Share your dilemmas and get honest opinions from other Mumsnetters.

Who is wrong?!!

64 replies

Tryingtostayyoung · 23/11/2016 16:39

Not sure if IABU and insensitive or if DH is being a massive cock.
Background- I've been a SAHM since DD was born, 4years ago, since then I have done everything around the house apart from a few things that DH did and genuinely didn't mind this. We were both happy with this arrangement. He's a very hands on dad and she is very much both of our responsibility when we are both here AND he's amazing with diy, if everything needs repairing he will do it without any nagging and will give up his entire weekend to do things for us round the house.
DD starts school next September and is now in nursery quite abit in preparation and because she loves it, I have been working part time around her hours while she is there and we came to an arrangement with DH where he was going to do more around the house because I was also working abit, this has been fine so far, no problems.
The place where I work has asked me if I would like to do more hours which I talked over with DH and we decided that I should do it but it came with agreement that he would do a few more things to help than we originally agreed. Everyone was happy.
This weekend we had a huuuuuge leak in our house, the living room was ruined. Flooring has had to come up, furniture and wallpaper ruined and just aggravation since we've literally only just finished the work in there, DH was understandably upset and devastated after all his hard work renovating it. He took yesterday and Monday off work to start sorting it out and Tuesday was my log day at work (finished at 4). I called him on the way home and he admitted he had done hardly anything to repair the damage as he was exhausted from Sunday night (he was up until 4:00 trying to stop the water coming in etc) fair enough, he deserves a day to himself with DD. I come home and the house was a bomb site, clothes everywhere, washing up from breakfast, DD not bathed, washing dry but not put away, wrappers and food boxes all over the kitchen, he obviously had walked in the house after the rain and hadn't bothered to give the carpet a hoover. I was upset, he never ever comes home to our house like that, how often is it ever going to happen that he's home and I'm at work, I felt he could have made an effort to just do something. So I come in, clear up abit, wash up and tell him I'm hurt, he's uncharacteristically not bothered. He then didn't even offer to make me dinner, bath DD or anything. Later on I confronted him and told him I was so upset that the first week I did these longer hours he was actually at home and could have contributed at home a lot more and that he hadn't even offered to put some dinner on for me or DD (he didn't have dinner). He said he was tired, stressed and upset about everything and had just wanted to relax for the day which would have been fine for me if he had then apologised and said sorry I was a dick actually BUT he didn't, he thinks that he's 100% right to have literally not helped out at all.

OP posts:
Lewwat · 23/11/2016 17:25

Whoa wellerr hit a nerve?!

Cucumber5 · 23/11/2016 17:28

I think as a one off this is fine. If he'd been ill, he wouldn't have done anything Monday. As it was he was up till 4am dealing with a leek Sunday night. As long as he pulls his weight the rest of the week to sort out the backlog.

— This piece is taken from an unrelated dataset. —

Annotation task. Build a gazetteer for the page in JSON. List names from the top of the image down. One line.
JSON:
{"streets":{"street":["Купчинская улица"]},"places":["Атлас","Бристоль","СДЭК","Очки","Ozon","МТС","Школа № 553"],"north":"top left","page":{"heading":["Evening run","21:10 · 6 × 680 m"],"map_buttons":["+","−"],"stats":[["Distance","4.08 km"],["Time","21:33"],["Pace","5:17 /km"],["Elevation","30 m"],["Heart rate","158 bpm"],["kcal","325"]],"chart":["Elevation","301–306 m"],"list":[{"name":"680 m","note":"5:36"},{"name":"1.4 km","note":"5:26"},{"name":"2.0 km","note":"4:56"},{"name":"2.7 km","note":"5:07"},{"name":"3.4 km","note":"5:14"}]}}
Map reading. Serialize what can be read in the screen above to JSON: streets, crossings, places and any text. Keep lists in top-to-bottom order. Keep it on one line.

bakewelltarty · 23/11/2016 17:31

I honestly think I have read a different post to some of the rest of you.

It sounds very much to me as if this man does a lot of DIY, the op made reference to the living room just being decorated. It also sounds like he works full time and does his fair share around the house and with the child.

They had a major leak that he was up till 4 am stopping. That's hard, physical work. Not comparable in my book to being up in the night with a baby and believe me my children didn't sleep until they were 5.

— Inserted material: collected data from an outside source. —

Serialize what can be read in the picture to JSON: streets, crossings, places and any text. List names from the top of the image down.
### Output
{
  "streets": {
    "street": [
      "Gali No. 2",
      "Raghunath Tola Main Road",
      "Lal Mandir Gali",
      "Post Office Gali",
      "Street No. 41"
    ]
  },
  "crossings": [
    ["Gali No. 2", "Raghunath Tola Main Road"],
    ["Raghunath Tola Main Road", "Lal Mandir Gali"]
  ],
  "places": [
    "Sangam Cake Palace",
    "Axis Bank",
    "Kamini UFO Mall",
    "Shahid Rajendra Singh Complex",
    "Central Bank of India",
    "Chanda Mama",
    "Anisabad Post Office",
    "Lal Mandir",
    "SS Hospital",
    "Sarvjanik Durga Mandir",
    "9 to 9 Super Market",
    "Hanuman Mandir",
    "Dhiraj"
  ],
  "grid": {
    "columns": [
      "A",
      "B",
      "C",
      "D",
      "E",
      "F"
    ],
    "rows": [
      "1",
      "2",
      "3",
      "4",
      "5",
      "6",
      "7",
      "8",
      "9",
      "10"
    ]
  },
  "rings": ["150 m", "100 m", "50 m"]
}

I think yabu in the circumstances. He was absolutely knackered and demoralised after seeing all his hard work ruined. Cut him some slack. I think you have got yourself more worked up over working longer hours and still wanting the house pristine.

littlesallyracket · 23/11/2016 17:32

So basically there's been one occasion where an otherwise perfectly decent bloke was a bit thoughtless. I'm sure it was annoying, but jeez, it's really nothing to dwell on. Just agree to disagree and move on.

I'd also add that when you say you would never let him come home to a mess - is that a standard he has set, or is it actually only you who thinks a spotless house is important? Maybe he can't see the problem because he's not actually that bothered by a bit of untidiness once in a blue moon. If he did come home to a messy house one day after you'd been up until 4am dealing with a disaster, would he have a go at you? I think that's what makes the difference here.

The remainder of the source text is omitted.